Changing charset and collation in a populated MySQL database

I’ve never had to do it so I don’t know. But this thread  characters appearing in database values made me wonder, is there a “safe” or “minimal work involved” way to change the character encoding and collation from the MySQL defaults to UTF-8 without making a total mess of things?

I think you should specify what “MySQL defaults” you are referring to because my MySQL installation has utf8 as default - but I suppose you mean latin1 :).

The simplest answer is - just change the collation of your text columns to utf8 using ALTER TABLE and all data will be converted without any loss of information (because utf8 can represent all latin characters). The only nuisance can be natural primary key columns that you are using as foreign keys - if you have cases like that then you’ll have to disable foreign key checks before changing their collation because the collation of columns joined with a FK must be identical and normally MySQL will not let you change one first and then the other.
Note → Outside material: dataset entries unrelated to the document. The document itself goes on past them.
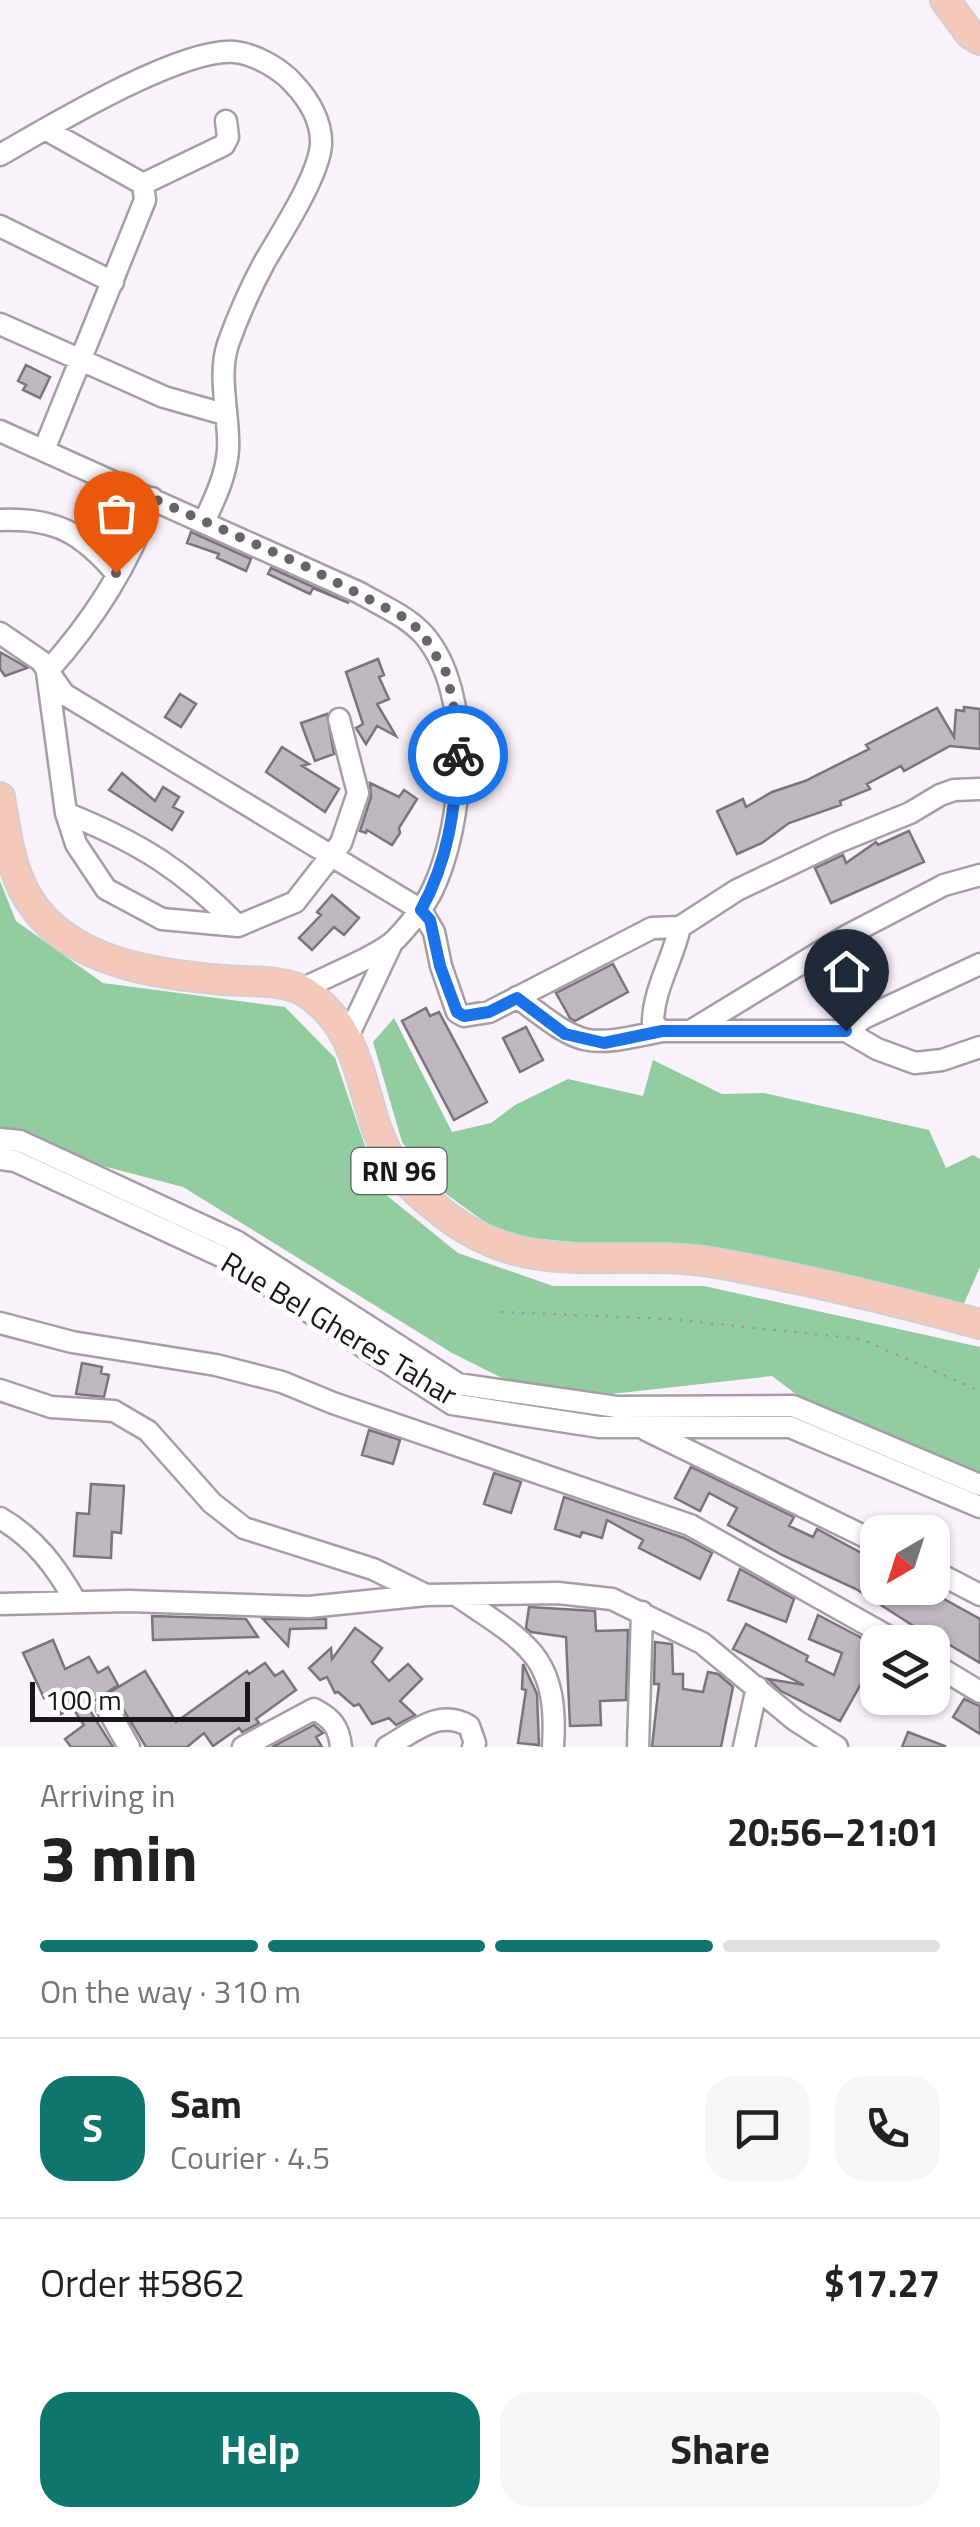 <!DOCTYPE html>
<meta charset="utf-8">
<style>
:root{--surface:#fff;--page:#f6f6f6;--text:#222;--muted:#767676;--line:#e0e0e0;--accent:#0f766e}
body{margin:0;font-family:"Titillium Web",sans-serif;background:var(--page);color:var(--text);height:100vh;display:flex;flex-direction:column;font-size:38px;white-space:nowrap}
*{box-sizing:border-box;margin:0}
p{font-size:32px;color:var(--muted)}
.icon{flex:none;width:55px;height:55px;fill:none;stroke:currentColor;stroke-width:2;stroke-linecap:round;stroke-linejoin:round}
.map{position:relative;height:1747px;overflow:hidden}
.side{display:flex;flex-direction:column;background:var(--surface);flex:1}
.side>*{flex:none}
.needle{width:65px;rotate:219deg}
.buttons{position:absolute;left:860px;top:1515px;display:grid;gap:20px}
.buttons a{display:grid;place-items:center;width:90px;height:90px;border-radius:20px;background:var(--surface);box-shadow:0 2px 8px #0004;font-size:50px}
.scale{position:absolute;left:30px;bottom:25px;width:220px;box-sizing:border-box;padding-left:10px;border:5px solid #191719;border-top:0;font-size:28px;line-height:35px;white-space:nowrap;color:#191719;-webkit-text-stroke:8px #fff;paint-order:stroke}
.pin{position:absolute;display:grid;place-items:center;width:85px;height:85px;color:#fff;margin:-102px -42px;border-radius:50% 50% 50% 0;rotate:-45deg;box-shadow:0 0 10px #0007}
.pin .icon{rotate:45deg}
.courier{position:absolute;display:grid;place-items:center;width:100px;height:100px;margin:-50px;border:8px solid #1a73e8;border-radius:50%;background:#fff;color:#222;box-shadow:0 2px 12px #0007}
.summary em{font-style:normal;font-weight:700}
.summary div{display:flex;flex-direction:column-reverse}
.summary{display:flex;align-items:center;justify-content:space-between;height:170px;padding:0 40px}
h1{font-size:65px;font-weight:700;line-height:75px}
.bar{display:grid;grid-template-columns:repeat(4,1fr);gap:15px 10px;align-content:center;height:120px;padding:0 40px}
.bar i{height:12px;border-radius:8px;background:var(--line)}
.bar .active{background:var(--accent)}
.bar p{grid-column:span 4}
.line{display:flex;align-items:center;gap:25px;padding:0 40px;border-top:2px solid var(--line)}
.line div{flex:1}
.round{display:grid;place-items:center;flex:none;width:105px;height:105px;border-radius:30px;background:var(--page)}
.button{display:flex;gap:20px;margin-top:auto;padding:20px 40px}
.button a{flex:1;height:115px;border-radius:30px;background:var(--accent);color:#fff;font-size:40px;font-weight:700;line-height:115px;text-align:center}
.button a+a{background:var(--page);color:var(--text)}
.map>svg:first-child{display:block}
.forest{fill:#92cca1}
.building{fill:#beb9c1;stroke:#7a757d;stroke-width:2.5}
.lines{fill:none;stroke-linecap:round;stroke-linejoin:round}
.minor-casing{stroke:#a69ea6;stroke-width:25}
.major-casing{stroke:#d1d1d1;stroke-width:32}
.path{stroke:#9f999f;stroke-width:2.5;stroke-dasharray:2.5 8;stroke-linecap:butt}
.minor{stroke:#fff;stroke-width:20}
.major{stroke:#f5c8bc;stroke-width:28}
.done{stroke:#686468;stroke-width:10;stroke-dasharray:0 18}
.route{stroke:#1a73e8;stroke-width:12}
.labels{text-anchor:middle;stroke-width:10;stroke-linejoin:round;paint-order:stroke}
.shield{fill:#fff;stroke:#5e5d5e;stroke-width:2.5}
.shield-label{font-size:28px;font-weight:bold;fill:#191719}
.street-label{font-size:30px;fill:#191719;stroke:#fff}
</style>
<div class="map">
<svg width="980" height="1747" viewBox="0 0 980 1747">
<rect width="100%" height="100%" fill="#faf2fa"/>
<path class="forest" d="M0,881l16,40 87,62 182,24 50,51 45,132 78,63 95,33h151l276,61v133l-109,-29 -99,-75 -224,25 -96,-48 -269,-166 -183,-48z
M394,1018l58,114 39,-9 24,-18 53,-26 75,17 10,-36 69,34 42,-1 165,37 17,38 27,-13 7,4v108l-18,41 -265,-61 -105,-3 -89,-9 -68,-49 -33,-44 -29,-100z"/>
<path class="building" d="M26,365l24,12 -10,21 -17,-8 3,-5 -8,-4z
M191,532l60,27 -5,12 -29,-13 2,-4 -32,-11z
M271,568l78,35 -36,-15 -3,6 -42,-20z
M0,652l21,12 6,4 -22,8 -5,-7z
M378,659l6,16 -5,2 10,22 -12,5 19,32 -19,-10 -11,18 -10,-16 7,-4 -17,-52z
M180,694l16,10 -15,23 -16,-10z
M964,707l16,2v40l-30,-3 -46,25 -3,-5 -34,18 3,5 -30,12 1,4 -52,18 -27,20 -25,11 -20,-43 26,-12 3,8 26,-15 33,-11 64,-32 -3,-4 71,-37 17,29 2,-27 8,1z
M327,714l7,40 -19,7 -14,-38z
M282,747l27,17 -7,2 37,23 -14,23 -59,-40z
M122,773l33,28 8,-14 16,10 -6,10 10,5 -11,18 -63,-40z
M370,783l29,14 5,-7 13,9 -18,29 1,5 -8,12 -25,-15 -1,3 -6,-2 11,-34z
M909,831l15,31 -93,41 -16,-35 28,-13 3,8 30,-21 2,3z
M332,895l27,23 -15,17 -10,-8 -22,23 -13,-12 22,-23 -4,-3z
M613,964l15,28 -53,29 -5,-3 -14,-25z
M426,1008l4,8 9,-4 48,90 -33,18 -52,-99z
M526,1027l17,33 -23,12 -17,-34z
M82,1363l20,4 -1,6 8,2 -5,22 -28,-3z
M369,1430l31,10 -7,24 -31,-9z
M691,1467l103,50 -5,9 24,11 4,-8 61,33v26h46l56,31v44l-42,-25 -1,3 -81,-52 -74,-34 -54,-30 9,-17 -28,-15 -9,18 -25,-13z
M494,1473l27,9 -10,31 -27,-9z
M91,1484l33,2 -3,47 -9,-1 -1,26 -37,-2 3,-43 12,1z
M564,1497l120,41 28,15 -12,26 -61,-31 4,-8 -36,-20 -5,18 -20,-6 -2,5 -25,-8z
M740,1569l54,30 -8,23 -58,-22z
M529,1607l66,4 1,20 32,-1 -2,70 -26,1 1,24 -31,1 -4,-89 -35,-5 -5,-4z
M818,1615l59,31 -14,39 -2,-1 -21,37 -59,-30 -13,-12 36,6 -71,-36 13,-25 62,32 -2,5 28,14 8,-22 -33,-14z
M152,1616l94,3 12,18 -105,3z
M263,1619h63v9l-36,1 -2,17z
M355,1628l27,20 -10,14 17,19 19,-17 14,15 -22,22 15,14 -19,10 -7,-7 -17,6 -13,-20 -5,2 -16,-14 -3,1 -8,-16 -7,3 -11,-12 22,-20 1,11z
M53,1640l12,29 24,-12 9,16 10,-6 10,18 -31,21 26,41h-42l-6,-8 19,-14 -12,-18 -11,7 -13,-19 -4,3 -21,-45z
M655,1642l17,2 1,30h10v15l20,3 5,-20 10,2 15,13 -12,60h-69l7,-63h-5z
M265,1663l10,13 8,-5 13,19 -40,29 3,4 -17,9 -3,-4 -26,18 -9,-13 -17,14h-41l-34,-56 33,-20 31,51 71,-51 2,3z
M523,1664l14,30 2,51 -21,-2 8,-53 -4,-1z
M964,1699l16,7v28l-27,-17z
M314,1725l9,8 -7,4 6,10h-50z
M908,1732l37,14v1h-43z"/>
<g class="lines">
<defs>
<path id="minor" d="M0,155c49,-28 181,-108 235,-103 20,2 46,17 59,32 15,16 28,38 27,61 -3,32 -39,87 -56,116 -14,26 -27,55 -37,83 -11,33 2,73 0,106 -2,26 -13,48 -24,72
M143,184l81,-39 4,-8 -2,-16
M0,226l113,56
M0,324l164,73 60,17
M0,431l360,162c22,13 47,23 64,42 51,59 40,190 8,256 -9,18 -22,33 -36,48 -17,17 -71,38 -94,50
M44,450l101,-250 -2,-16 -98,-55
M152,498c-21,64 -60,124 -105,174l19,141 10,31 30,45 56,30 76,7 57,-24 46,-59 17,-50 -19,-74
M0,520c55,-2 81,12 116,53
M0,633l41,28 23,33 357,216 13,22 7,34 16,46 7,4 25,-4 163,-84 28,-1 57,-37 99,-47 74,-30 30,-18 14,-5 26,-1
M66,813c72,29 118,57 172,113
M680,927c-7,32 -27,63 -27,96l9,8h184l31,18 38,14 27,-3 38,-13
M517,997c66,50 65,51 145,34
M692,1030l156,-95 96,-50 36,-10
M846,1031l18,-13 116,-54
M348,1036l44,-93
M0,1139l20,2 216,100 222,143 159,23 176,-1 187,79
M0,1159l15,2 212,98 225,145 147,23h191l190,80
M0,1323l72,19 144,23 66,17 51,21 357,122 208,117
M0,1390l51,17 63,4 34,20 64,72 32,25 129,41 53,26
M646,1430l232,113
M0,1518c36,21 56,49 76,84
M932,1570l48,25
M456,1595c70,48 103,59 97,152
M0,1604l129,-3 180,6 117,-12 132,-2 54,6 90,44 93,77 42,27
M932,1663l48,29
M107,1708l22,39
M243,1747l71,-38c17,9 25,17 27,38
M387,1747c27,-15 52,-39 82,-21l6,17 -2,4
M638,1747l4,-135
M744,1747l13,-60"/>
<path id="major" d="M945,0l25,34 10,6
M0,797c6,35 10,71 28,101 40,65 127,76 195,82 24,2 61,-1 82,12 63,40 53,113 87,170 10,17 27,32 42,44 93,81 181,38 288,58 86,16 174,37 258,60"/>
</defs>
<use href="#minor" class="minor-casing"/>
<use href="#major" class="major-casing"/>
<path class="path" d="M501,1312l169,7 191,20 119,52"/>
<use href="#minor" class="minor"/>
<use href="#major" class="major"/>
</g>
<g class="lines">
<path class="done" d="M116,573l26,-43 10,-32 155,69 102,53 15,16 23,38 10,49 1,32"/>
<path class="route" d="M458,755c-3,55 -10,106 -37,155l9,10 10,46 17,46 7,4 25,-4 28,-14 48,36 39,9 58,-12h184"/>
</g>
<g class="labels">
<rect class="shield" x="351.5" y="1148" width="95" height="46" rx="8"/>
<g class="shield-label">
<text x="399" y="1181">RN 96</text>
</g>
<g class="street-label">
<text transform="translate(339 1329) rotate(31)" y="10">Rue Bel Gheres Tahar</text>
</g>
</g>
</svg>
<div class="buttons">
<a><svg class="needle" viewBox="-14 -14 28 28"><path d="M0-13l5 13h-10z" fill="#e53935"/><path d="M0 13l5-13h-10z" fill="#767676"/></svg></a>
<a><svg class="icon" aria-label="layers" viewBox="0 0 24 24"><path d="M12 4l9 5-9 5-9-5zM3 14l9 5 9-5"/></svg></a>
</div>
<div class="scale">100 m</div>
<div class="pin" style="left:116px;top:573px;background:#ea580c"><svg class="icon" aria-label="bag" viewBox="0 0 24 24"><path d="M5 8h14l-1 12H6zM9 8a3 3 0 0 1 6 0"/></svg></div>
<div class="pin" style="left:846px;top:1031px;background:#1f2937"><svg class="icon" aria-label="home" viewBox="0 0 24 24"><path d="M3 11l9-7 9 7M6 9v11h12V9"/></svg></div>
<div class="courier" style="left:458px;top:755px"><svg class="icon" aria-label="bike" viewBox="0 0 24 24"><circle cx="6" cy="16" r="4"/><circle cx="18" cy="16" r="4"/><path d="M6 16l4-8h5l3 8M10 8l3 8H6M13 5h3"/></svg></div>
</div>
<section class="side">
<div class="summary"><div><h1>3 min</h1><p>Arriving in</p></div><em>20:56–21:01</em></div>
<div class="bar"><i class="active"></i><i class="active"></i><i class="active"></i><i></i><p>On the way · 310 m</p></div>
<div class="line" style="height:180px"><b class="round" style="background:var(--accent);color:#fff">S</b><div><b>Sam</b><p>Courier · 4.5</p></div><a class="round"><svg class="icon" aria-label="chat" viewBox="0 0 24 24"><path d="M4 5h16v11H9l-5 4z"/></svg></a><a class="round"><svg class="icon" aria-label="phone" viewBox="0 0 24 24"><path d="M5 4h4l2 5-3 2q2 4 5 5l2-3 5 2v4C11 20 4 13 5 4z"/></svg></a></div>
<div class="line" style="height:130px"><div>Order #5862</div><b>$17.27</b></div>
<div class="button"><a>Help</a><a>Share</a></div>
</section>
That’s all there is to it as far as converting the data is concerned.

Another thing is the character set used by your application. It is advisable that your application explicitly sets the character set of database connection instead of relying on server defaults, which is done using SET NAMES, $mysqli->set_charset(), and the like. This is the character set in which your application will receive and send data regardless of the character set of the database. So these are two separate things and actually you can change the character set of your database tables and your application will be unaffected by that change as long as both character sets can represent the characters that you are using.

If I were in your shoes I would split the task into 2 steps:

  1. Adjust your application to use utf8 and to send/receive data in utf8 - do things like SET NAMES(‘utf8’), or set_charset(‘utf8’) on your db driver, etc. And all other things like sending web pages in utf8, processing data in utf8, etc. The db can remain in latin1 while your application will work in utf8 - all will be well as long as you stay within the range of latin1 characters.

  2. Change all text columns to a utf8 collation. Once you do this you will be able to use the full set of unicode characters.